Stored data:
+ + + + +

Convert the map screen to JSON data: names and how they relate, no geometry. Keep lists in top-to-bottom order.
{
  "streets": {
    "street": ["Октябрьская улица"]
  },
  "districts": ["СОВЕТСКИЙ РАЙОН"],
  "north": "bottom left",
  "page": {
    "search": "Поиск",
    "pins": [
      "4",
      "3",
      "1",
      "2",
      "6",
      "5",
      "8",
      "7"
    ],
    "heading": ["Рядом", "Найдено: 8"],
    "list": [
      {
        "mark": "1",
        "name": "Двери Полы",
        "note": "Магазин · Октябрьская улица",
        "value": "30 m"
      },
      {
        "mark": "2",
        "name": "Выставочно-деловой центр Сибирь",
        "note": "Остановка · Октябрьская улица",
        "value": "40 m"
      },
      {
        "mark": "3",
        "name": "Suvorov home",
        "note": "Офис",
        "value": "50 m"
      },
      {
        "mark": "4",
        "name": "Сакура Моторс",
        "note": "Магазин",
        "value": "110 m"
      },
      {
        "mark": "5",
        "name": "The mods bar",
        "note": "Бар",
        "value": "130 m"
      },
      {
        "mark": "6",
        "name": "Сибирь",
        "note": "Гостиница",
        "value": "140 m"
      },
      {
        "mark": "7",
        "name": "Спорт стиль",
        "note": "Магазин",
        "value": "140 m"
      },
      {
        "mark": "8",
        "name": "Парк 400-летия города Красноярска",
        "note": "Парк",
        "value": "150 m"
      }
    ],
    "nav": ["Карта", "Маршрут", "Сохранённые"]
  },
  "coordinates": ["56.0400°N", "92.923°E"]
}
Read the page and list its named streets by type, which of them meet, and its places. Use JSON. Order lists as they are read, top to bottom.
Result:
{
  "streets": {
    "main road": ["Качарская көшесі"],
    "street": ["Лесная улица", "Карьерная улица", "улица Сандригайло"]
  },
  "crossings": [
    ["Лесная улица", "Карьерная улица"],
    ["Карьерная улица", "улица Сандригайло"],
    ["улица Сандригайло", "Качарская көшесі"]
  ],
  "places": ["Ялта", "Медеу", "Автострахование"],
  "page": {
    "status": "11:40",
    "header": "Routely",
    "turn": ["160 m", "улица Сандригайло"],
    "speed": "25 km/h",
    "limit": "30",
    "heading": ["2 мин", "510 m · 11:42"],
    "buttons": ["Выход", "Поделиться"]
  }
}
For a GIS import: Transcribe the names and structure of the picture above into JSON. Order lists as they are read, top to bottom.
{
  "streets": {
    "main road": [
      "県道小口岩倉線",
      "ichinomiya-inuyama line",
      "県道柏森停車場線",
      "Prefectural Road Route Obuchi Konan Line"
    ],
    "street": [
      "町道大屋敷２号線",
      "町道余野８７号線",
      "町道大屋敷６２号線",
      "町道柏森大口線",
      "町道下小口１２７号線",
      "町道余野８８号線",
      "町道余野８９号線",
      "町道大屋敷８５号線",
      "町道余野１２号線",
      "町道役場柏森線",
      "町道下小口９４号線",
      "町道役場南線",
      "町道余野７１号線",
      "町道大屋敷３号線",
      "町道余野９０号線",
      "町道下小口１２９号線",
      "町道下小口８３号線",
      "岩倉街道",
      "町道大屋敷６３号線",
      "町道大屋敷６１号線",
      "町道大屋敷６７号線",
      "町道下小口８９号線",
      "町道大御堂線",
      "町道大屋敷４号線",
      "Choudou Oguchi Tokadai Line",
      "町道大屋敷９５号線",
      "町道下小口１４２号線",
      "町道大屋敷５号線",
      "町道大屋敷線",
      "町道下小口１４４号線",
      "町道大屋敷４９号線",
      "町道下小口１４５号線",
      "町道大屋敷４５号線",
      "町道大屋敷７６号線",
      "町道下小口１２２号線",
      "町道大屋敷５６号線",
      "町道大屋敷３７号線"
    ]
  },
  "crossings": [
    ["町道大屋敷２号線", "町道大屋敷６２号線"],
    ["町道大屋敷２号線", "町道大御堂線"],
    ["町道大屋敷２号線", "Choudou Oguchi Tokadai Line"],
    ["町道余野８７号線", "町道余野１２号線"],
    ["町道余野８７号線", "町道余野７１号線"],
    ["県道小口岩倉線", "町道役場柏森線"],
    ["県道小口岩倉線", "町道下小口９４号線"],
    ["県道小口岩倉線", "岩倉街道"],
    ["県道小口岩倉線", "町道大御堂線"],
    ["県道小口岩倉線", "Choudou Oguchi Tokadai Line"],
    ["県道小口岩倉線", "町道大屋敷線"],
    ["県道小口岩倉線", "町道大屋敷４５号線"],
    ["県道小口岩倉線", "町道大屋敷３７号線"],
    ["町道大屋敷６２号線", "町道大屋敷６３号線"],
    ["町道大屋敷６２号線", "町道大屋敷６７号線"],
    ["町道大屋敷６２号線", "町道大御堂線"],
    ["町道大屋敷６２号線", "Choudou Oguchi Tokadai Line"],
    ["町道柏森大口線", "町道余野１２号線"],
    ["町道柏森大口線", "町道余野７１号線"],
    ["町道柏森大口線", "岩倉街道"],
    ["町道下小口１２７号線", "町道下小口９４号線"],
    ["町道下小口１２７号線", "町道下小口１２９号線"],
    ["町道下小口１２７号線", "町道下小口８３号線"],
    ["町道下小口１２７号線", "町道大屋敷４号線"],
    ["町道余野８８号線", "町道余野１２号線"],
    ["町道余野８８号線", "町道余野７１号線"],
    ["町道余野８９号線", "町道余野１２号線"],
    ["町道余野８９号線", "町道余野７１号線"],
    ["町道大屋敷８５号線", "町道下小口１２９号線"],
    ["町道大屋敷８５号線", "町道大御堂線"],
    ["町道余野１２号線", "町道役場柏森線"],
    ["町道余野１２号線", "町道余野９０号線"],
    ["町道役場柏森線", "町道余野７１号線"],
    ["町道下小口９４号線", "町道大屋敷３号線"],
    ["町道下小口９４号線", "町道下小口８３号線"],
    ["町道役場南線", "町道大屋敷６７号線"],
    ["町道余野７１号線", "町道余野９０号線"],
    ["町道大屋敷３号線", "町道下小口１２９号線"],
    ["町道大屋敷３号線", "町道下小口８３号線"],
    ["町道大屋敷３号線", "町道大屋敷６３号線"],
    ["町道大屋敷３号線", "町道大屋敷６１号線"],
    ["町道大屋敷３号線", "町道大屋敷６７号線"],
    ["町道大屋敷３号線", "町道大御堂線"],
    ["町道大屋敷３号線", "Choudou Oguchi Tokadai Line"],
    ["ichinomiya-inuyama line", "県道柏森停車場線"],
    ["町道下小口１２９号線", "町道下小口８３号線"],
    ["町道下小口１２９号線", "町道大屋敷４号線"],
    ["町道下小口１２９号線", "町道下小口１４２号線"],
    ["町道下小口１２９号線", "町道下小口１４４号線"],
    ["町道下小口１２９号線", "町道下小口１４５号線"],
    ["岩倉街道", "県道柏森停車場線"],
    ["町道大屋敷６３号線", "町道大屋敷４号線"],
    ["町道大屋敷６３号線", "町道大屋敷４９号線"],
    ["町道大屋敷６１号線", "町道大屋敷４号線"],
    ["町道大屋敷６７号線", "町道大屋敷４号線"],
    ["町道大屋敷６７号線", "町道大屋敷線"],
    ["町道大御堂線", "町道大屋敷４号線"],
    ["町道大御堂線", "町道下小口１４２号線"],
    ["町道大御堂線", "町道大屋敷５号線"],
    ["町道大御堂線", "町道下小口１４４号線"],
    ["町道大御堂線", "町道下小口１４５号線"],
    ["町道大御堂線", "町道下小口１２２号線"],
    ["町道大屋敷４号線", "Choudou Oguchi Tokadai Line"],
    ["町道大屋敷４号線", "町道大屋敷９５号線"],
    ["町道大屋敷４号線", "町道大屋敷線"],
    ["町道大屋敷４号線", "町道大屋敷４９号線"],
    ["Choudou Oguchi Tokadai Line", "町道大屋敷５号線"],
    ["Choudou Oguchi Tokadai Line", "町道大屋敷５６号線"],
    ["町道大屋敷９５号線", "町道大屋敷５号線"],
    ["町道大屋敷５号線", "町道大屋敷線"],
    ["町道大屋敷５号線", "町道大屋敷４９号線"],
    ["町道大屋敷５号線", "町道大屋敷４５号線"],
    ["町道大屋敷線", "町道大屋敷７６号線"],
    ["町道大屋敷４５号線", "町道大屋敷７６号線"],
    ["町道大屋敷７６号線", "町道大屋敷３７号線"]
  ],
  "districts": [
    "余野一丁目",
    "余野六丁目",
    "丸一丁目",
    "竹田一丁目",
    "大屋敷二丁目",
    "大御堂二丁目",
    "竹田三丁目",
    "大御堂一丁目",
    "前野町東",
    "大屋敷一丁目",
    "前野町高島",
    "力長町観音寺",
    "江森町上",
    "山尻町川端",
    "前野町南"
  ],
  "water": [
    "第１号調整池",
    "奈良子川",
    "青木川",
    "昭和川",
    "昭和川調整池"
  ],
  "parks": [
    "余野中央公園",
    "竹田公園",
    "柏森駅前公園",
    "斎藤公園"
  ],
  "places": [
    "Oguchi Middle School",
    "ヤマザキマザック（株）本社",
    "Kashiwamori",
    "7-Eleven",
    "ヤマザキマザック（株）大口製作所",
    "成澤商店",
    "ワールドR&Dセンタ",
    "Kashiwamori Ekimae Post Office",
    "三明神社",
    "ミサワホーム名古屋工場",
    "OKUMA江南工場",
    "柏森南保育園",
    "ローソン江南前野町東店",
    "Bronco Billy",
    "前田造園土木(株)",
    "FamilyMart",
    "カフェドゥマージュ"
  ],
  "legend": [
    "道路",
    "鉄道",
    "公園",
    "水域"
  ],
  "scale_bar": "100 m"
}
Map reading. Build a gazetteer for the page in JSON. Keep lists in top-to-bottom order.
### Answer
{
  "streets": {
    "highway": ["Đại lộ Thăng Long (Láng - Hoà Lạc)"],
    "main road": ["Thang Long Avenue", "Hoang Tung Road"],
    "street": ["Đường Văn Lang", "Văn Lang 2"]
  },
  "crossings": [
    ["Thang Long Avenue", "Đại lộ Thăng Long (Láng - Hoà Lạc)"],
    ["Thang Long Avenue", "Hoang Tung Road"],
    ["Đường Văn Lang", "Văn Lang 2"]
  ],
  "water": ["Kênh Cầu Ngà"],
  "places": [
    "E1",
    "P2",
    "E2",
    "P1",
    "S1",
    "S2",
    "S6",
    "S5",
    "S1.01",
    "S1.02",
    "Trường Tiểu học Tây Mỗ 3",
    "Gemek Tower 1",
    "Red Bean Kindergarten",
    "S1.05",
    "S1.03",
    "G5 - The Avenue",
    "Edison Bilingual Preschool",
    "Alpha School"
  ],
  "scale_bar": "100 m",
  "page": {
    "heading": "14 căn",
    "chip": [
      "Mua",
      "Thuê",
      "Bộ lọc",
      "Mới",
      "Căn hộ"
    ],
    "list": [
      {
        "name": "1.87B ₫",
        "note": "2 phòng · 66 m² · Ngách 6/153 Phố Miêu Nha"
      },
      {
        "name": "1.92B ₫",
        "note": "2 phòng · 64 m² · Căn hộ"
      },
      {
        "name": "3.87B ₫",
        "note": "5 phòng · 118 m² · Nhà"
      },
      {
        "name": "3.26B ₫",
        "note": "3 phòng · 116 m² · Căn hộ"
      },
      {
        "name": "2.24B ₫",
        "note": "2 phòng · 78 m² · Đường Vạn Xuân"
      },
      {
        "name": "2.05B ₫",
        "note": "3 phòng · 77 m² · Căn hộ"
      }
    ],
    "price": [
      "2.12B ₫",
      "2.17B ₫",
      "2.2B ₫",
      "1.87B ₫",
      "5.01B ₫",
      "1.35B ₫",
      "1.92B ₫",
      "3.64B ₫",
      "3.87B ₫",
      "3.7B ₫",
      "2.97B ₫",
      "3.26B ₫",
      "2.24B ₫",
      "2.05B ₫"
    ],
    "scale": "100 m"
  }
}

+ + + + +

__Work instruction__.
Pull every line containing "Hoang" from the entries above and copy it.

__Output of the exercise__.
    "main road": ["Thang Long Avenue", "Hoang Tung Road"],
    ["Thang Long Avenue", "Hoang Tung Road"],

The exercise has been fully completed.